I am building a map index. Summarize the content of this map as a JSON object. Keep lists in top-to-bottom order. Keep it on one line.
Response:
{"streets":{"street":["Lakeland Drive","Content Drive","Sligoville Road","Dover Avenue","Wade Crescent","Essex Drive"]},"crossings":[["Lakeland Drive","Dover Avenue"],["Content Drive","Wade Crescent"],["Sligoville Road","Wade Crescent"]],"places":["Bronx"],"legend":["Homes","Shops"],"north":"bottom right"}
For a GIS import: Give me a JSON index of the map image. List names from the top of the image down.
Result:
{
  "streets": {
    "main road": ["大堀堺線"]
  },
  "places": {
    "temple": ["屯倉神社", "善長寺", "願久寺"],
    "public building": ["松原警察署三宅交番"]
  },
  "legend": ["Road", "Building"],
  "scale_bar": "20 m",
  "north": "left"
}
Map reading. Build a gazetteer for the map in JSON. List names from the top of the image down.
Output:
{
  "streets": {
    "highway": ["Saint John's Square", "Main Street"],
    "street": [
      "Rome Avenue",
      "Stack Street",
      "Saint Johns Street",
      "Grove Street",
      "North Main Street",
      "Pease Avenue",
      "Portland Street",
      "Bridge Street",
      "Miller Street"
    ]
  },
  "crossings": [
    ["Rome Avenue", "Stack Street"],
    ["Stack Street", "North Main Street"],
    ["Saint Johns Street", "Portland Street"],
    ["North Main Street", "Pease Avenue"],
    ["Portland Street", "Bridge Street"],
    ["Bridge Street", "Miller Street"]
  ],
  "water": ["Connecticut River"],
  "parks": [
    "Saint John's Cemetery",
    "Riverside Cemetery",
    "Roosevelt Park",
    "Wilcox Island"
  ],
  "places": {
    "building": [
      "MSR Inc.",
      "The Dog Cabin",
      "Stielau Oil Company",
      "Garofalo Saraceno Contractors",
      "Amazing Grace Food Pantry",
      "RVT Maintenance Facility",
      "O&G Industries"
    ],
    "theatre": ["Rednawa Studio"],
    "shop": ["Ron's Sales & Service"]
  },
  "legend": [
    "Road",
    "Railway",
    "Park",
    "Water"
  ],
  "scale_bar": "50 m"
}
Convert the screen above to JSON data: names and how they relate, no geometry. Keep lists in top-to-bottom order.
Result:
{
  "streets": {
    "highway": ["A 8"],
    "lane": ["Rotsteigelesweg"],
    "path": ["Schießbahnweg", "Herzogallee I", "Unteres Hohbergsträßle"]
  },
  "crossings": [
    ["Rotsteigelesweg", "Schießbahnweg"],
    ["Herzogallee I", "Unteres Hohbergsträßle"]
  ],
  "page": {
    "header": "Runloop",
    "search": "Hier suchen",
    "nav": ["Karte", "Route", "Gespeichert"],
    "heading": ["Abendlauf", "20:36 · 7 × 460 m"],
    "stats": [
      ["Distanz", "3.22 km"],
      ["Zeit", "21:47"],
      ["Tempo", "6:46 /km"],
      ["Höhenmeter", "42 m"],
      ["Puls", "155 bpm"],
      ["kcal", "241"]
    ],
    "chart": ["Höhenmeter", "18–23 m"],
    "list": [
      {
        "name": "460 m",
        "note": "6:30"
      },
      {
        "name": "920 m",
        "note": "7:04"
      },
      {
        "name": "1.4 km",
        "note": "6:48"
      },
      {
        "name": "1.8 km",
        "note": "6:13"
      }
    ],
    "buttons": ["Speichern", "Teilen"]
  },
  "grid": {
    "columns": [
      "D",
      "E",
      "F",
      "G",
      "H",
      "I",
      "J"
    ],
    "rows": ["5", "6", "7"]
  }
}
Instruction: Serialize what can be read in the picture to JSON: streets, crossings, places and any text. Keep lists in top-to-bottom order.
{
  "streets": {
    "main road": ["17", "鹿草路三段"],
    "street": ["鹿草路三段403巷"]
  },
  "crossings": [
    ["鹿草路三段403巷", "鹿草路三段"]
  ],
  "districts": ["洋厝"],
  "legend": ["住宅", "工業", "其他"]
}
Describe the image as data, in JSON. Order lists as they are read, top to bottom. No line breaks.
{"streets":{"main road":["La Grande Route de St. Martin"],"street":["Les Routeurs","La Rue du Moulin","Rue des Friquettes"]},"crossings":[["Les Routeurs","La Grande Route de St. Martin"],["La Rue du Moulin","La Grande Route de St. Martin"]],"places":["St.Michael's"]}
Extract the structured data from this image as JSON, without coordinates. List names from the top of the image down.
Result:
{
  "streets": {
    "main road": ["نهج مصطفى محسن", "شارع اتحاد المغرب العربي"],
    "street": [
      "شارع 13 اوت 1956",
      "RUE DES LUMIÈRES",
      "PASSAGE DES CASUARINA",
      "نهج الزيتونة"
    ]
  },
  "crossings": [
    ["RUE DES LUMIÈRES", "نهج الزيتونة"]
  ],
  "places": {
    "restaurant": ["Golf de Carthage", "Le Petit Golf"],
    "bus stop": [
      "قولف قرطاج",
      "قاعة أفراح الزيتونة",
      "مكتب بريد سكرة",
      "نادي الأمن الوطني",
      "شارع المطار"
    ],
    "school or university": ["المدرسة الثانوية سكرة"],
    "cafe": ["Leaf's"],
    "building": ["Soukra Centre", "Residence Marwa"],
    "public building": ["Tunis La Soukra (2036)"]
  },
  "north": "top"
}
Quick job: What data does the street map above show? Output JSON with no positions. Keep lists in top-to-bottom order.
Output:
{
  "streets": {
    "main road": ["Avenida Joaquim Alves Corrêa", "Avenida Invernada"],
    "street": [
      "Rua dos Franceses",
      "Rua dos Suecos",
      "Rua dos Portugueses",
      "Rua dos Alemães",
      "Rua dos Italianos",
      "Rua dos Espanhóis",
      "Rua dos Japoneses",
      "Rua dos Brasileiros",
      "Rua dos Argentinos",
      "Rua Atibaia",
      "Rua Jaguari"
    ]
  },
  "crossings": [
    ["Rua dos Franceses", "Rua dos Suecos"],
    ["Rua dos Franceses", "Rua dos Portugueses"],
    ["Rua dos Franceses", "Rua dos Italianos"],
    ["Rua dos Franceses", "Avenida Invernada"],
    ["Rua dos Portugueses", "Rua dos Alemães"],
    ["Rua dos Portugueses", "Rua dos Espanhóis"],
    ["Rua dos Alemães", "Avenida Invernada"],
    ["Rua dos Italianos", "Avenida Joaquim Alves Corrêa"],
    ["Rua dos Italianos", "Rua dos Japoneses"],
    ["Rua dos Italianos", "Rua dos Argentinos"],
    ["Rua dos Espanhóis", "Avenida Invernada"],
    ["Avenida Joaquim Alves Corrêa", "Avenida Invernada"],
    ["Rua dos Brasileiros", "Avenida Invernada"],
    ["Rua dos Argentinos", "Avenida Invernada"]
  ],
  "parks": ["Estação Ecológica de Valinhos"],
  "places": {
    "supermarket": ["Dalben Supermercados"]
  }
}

Your goal: Answer with a single number: the count of lines in the records that contain "above".

Answer area: 2